8. A company collects data on employees’ salaries and records their education level as a categorical variable with three levels: “High School”, “Bachelor’s”, and “Master’s”. Fit a multiple linear regression model to predict salary using education level (as a factor variable) and years of experience. Interpret the coefficients for the education levels in the regression model.
PROGRAM:
import pandas as pd
import statsmodels.formula.api as smf
# dataset
data = {
'Salary': [40000, 50000, 60000, 45000, 55000, 65000, 48000, 58000, 70000, 62000],
'Education': ['High School', "Bachelor's", "Master's", 'High School', "Bachelor's", "Master's", 'High School', "Bachelor's", "Master's", "Bachelor's"],
'Experience': [2, 5, 7, 3, 6, 8, 4, 5, 9, 6]
}
df = pd.DataFrame(data)
# Fit multiple linear regression model
# Explicitly set 'High School' as the baseline category
model = smf.ols('Salary ~ Experience + C(Education, Treatment(reference="High School"))', data=df).fit()
# Print model summary
print(model.summary())
OUTPUT:
OLS Regression Results
==============================================================================
Dep. Variable: Salary R-squared: 0.928
Model: OLS Adj.

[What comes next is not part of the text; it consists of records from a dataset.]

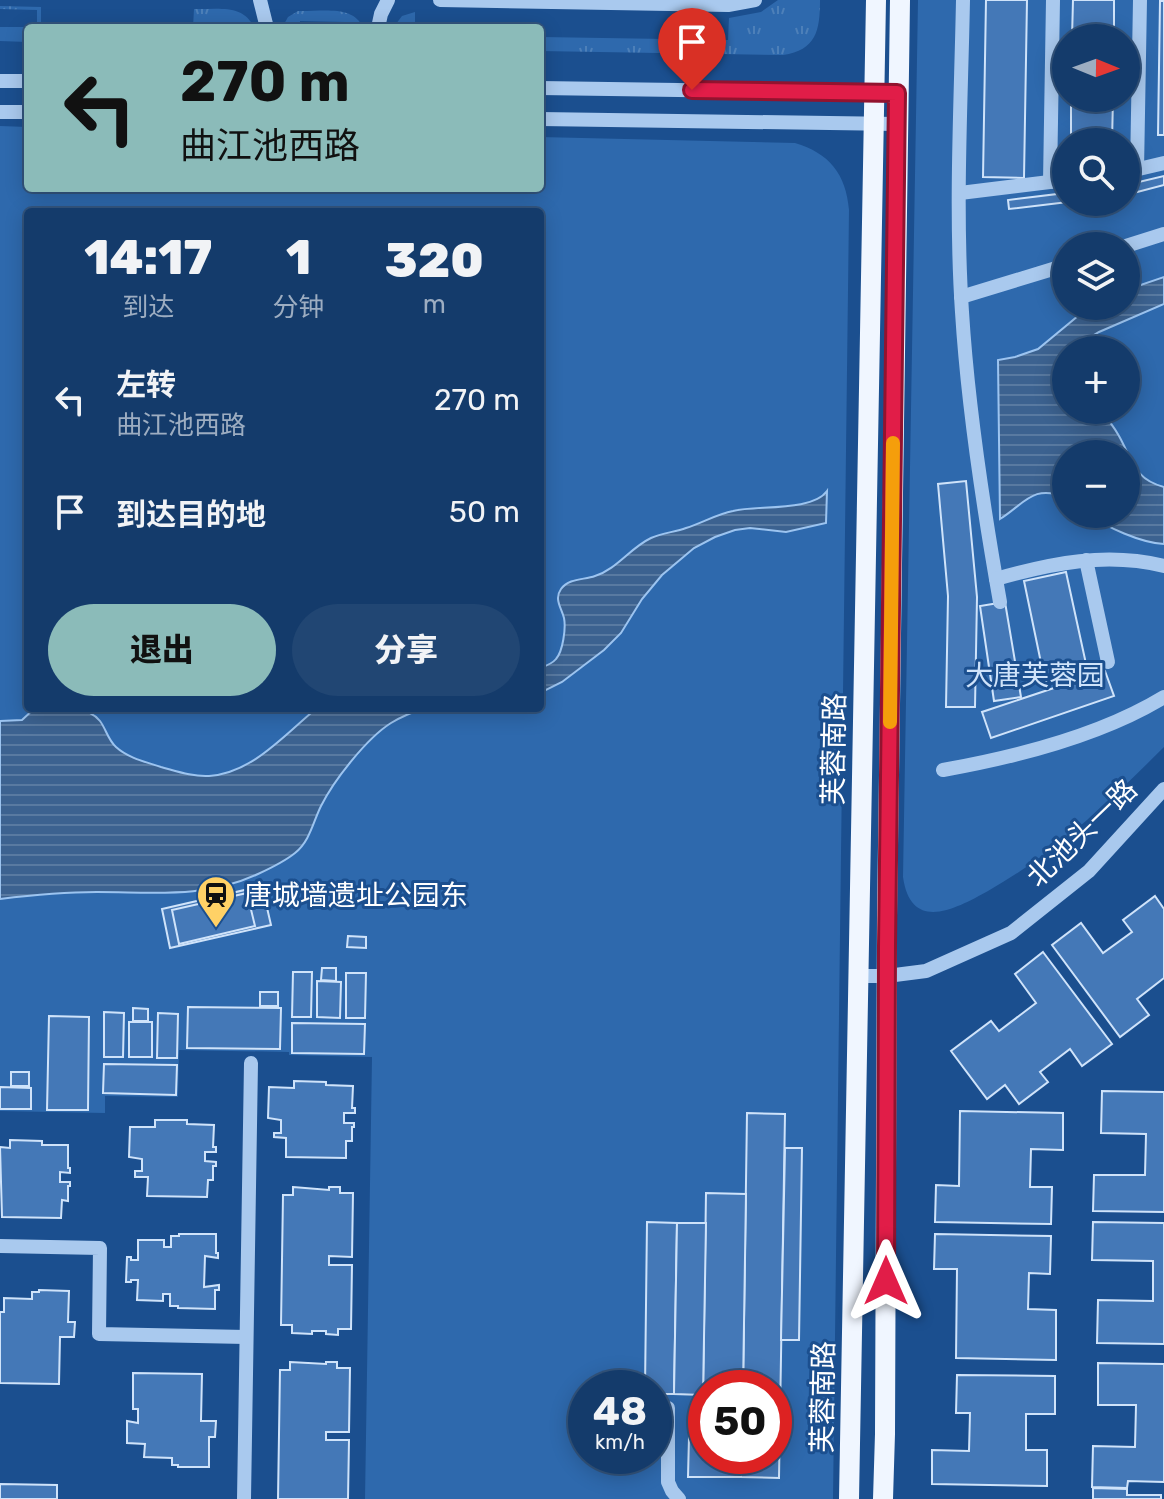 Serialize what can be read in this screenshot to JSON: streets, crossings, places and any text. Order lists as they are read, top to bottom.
{
  "streets": {
    "main road": ["芙蓉南路"],
    "street": ["北池头一路"]
  },
  "crossings": [
    ["芙蓉南路", "北池头一路"]
  ],
  "parks": ["大唐芙蓉园"],
  "places": {
    "station": ["唐城墙遗址公园东"]
  },
  "north": "right",
  "page": {
    "map_buttons": ["+", "−"],
    "turn": ["270 m", "曲江池西路"],
    "eta": [
      "14:17",
      "到达",
      "1",
      "分钟",
      "320",
      "m"
    ],
    "list": [
      {
        "name": "左转",
        "note": "曲江池西路",
        "value": "270 m"
      },
      {
        "name": "到达目的地",
        "value": "50 m"
      }
    ],
    "buttons": ["退出", "分享"],
    "speed": "48 km/h",
    "limit": "50"
  }
}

R-squared: 0.892
Method: Least Squares F-statistic: 25.72
Date: Wed, 03 Sep 2025 Prob (F-statistic): 0.000799
Time: 08:50:14 Log-Likelihood: -92.071
No. Observations: 10 AIC: 192.1
Df Residuals: 6 BIC: 193.4
Df Model: 3
Covariance Type: nonrobust
==================================================================================================================================
coef std err t P>|t| [0.025 0.975]
----------------------------------------------------------------------------------------------------------------------------------
Intercept 3.083e+04 4547.690 6.780 0.001 1.97e+04 4.2e+04
C(Education, Treatment(reference="High School"))[T.Bachelor's] 666.6667 4215.821 0.158 0.880 -9649.076 1.1e+04
C(Education, Treatment(reference="High School"))[T.Master's] -1833.3333 7411.827 -0.247 0.813 -2e+04 1.63e+04
Experience 4500.0000 1392.440 3.232 0.018 1092.822 7907.178
==============================================================================
Omnibus: 0.016 Durbin-Watson: 1.820
Prob(Omnibus): 0.992 Jarque-Bera (JB): 0.149
Skew: -0.002 Prob(JB): 0.928
Kurtosis: 2.403 Cond. No. 55.7
==============================================================================
Notes:
[1] Standard Errors assume that the covariance matrix of the errors is correctly specified.